(Dataset excerpts)
------------------------------------------------------------------------

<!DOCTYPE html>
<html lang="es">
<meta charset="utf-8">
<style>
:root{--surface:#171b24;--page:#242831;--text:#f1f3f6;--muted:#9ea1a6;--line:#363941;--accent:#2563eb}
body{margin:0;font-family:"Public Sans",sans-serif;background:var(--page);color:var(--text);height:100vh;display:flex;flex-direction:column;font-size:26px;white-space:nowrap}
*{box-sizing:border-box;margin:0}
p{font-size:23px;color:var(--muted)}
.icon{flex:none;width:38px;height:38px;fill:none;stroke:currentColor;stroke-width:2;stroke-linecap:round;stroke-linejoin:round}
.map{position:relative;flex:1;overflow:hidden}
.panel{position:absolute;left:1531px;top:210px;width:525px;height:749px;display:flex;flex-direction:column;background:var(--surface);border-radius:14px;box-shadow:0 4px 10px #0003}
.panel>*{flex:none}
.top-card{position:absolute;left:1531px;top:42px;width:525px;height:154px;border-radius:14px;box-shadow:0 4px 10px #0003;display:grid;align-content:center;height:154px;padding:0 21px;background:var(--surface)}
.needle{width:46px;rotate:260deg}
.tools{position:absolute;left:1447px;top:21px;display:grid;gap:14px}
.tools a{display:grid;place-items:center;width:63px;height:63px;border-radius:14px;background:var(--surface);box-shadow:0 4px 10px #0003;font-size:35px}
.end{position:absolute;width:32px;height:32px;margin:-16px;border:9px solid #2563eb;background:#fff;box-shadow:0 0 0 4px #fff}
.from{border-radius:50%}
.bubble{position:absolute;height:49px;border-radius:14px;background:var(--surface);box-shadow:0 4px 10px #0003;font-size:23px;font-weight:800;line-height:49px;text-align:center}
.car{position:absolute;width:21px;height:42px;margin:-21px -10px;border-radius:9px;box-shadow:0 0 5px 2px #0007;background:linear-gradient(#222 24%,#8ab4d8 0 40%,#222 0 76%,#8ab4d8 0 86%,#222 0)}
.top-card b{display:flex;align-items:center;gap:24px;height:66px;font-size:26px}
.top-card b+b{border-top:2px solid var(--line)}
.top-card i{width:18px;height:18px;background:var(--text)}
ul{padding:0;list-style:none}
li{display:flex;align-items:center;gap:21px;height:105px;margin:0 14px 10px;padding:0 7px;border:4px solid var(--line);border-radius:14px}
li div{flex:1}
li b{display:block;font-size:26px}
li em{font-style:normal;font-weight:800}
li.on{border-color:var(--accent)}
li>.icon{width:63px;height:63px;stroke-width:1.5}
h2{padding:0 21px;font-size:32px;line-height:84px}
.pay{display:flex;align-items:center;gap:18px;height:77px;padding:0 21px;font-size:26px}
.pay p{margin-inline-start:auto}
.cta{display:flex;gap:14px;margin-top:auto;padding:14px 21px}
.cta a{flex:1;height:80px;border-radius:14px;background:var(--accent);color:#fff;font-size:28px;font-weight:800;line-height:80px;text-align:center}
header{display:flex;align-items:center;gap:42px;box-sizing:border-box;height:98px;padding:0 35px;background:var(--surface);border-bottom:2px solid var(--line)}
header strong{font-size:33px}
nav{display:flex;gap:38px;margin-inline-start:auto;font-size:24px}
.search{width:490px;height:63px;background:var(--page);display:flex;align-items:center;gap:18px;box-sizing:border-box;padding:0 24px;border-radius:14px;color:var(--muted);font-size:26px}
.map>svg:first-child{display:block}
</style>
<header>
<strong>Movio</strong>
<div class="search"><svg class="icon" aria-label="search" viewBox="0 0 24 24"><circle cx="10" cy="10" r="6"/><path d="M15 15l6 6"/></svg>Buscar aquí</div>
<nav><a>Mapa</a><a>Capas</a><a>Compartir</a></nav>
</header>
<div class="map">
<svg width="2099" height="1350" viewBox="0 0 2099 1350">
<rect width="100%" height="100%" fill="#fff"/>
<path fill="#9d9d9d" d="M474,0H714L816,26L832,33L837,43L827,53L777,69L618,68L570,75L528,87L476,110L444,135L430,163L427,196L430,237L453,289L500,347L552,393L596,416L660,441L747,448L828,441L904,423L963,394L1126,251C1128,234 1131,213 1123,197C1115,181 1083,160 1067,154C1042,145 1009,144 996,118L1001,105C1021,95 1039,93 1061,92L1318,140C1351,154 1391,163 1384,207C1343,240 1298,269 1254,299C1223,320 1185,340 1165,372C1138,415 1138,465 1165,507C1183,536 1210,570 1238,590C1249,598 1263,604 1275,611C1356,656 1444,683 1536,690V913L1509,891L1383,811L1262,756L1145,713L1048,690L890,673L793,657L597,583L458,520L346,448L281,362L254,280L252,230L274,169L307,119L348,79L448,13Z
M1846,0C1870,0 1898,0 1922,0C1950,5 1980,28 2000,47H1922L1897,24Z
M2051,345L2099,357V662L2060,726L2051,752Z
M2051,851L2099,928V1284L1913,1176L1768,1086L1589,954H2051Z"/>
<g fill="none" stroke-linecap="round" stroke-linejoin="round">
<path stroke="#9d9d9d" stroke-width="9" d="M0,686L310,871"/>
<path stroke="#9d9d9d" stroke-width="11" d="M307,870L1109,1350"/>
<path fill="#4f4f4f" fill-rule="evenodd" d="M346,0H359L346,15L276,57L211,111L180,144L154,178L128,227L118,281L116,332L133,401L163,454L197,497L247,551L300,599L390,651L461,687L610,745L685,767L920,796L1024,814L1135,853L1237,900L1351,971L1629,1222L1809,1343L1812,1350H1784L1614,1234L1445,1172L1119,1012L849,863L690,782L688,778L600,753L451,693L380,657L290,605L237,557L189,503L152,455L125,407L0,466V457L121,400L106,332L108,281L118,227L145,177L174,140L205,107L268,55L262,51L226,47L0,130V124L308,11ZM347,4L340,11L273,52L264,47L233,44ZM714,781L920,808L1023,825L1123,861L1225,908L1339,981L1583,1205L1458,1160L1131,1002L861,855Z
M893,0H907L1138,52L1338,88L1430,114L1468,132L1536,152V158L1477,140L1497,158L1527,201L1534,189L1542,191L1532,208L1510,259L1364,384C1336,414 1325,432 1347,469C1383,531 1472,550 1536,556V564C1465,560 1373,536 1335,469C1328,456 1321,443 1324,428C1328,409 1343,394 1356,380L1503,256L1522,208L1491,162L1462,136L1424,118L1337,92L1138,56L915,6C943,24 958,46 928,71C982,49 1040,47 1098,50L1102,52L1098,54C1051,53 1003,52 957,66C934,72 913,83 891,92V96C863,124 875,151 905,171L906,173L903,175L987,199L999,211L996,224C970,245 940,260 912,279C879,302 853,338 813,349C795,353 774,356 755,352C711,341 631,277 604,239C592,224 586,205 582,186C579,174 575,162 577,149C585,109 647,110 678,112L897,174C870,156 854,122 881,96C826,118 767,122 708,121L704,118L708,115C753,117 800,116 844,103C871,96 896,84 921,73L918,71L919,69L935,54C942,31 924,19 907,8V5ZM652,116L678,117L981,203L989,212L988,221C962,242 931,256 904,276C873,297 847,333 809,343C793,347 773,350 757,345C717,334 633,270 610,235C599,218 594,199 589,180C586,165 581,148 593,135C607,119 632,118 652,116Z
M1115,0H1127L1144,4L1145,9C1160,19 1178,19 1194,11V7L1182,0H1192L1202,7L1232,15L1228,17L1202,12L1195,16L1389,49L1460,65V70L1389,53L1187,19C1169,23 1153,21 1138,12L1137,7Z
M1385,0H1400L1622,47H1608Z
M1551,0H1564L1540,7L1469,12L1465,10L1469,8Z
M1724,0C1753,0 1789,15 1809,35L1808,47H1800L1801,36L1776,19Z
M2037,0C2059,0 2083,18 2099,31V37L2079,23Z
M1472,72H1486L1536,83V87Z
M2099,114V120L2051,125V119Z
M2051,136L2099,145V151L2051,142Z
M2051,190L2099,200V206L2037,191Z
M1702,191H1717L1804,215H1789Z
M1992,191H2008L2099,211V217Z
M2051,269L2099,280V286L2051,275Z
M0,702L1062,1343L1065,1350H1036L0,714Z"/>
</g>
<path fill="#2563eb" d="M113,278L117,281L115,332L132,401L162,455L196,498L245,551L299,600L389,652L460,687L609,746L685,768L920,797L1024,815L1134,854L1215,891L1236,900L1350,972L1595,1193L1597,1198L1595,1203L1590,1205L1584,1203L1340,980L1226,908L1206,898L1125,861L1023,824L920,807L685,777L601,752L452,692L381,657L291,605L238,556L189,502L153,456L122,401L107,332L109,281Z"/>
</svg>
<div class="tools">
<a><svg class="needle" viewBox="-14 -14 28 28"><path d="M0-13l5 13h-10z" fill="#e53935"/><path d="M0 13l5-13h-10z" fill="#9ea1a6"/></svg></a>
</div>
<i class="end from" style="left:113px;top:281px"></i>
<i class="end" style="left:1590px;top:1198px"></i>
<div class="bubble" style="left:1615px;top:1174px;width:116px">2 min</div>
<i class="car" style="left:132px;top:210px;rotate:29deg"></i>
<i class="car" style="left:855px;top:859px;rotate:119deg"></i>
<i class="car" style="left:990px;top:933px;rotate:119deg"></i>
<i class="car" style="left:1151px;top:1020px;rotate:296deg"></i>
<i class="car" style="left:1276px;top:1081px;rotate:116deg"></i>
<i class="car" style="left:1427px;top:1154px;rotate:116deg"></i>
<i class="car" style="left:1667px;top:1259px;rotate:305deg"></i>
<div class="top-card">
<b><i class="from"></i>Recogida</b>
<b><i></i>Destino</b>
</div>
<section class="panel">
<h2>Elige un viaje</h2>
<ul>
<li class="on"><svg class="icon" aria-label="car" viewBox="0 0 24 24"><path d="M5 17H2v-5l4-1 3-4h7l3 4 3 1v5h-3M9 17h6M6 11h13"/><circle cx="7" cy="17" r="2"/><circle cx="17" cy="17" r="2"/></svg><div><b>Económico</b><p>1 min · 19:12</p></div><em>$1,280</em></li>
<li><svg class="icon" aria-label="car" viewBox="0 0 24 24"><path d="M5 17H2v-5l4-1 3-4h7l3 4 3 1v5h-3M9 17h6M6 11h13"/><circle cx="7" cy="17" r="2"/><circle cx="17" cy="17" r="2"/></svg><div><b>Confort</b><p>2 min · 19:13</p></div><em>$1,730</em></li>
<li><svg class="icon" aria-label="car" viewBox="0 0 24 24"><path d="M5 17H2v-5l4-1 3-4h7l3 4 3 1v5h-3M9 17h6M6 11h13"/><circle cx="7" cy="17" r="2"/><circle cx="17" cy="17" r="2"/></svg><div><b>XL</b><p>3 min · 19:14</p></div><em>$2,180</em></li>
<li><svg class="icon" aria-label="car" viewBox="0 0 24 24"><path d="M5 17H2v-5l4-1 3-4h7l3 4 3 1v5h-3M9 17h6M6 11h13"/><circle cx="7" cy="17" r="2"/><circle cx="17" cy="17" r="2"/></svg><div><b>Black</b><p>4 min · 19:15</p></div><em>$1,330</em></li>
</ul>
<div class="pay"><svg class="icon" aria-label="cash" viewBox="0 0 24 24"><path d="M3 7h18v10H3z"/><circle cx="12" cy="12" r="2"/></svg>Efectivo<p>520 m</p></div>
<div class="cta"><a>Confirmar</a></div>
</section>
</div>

------------------------------------------------------------------------

• [Task requirements] Filter the entries down to the lines holding the string "linecap". Copy each of those lines.

• [Exercise answer]
.icon{flex:none;width:38px;height:38px;fill:none;stroke:currentColor;stroke-width:2;stroke-linecap:round;stroke-linejoin:round}
<g fill="none" stroke-linecap="round" stroke-linejoin="round">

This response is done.